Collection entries
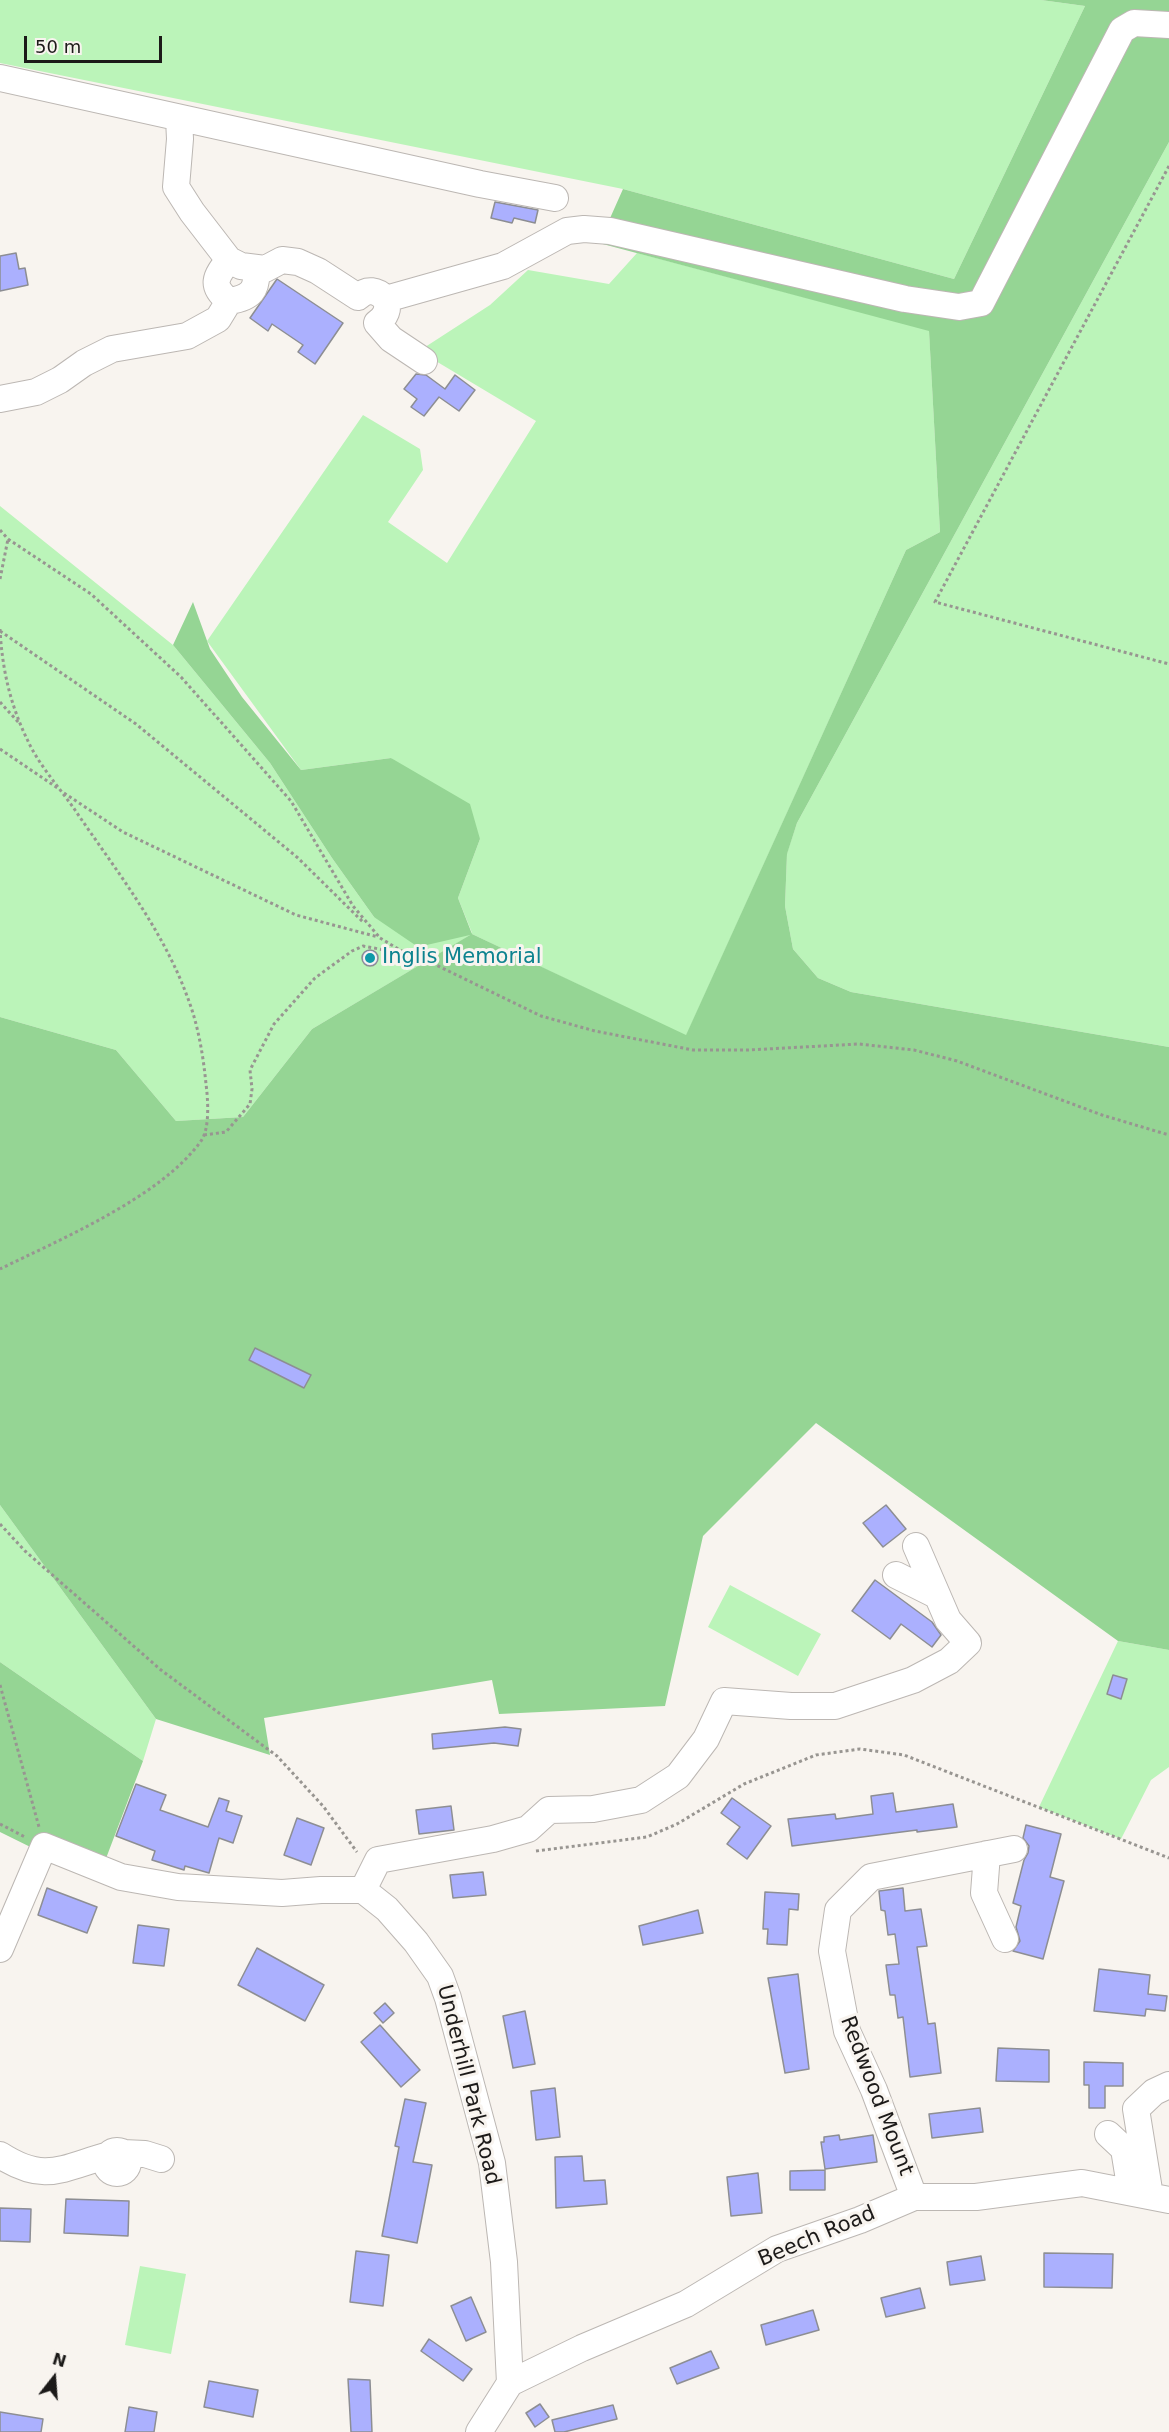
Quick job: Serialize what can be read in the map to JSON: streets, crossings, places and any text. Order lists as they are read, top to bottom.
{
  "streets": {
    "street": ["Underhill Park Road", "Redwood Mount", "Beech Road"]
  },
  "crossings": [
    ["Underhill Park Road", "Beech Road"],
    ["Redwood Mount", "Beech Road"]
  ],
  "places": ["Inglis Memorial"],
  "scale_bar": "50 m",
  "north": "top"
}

◆ Directions for this task ◆
A faithful, word-for-word copy of the records above, pictures left out, is the answer.

◆ Exercise output ◆
Quick job: Serialize what can be read in the map to JSON: streets, crossings, places and any text. Order lists as they are read, top to bottom.
{
  "streets": {
    "street": ["Underhill Park Road", "Redwood Mount", "Beech Road"]
  },
  "crossings": [
    ["Underhill Park Road", "Beech Road"],
    ["Redwood Mount", "Beech Road"]
  ],
  "places": ["Inglis Memorial"],
  "scale_bar": "50 m",
  "north": "top"
}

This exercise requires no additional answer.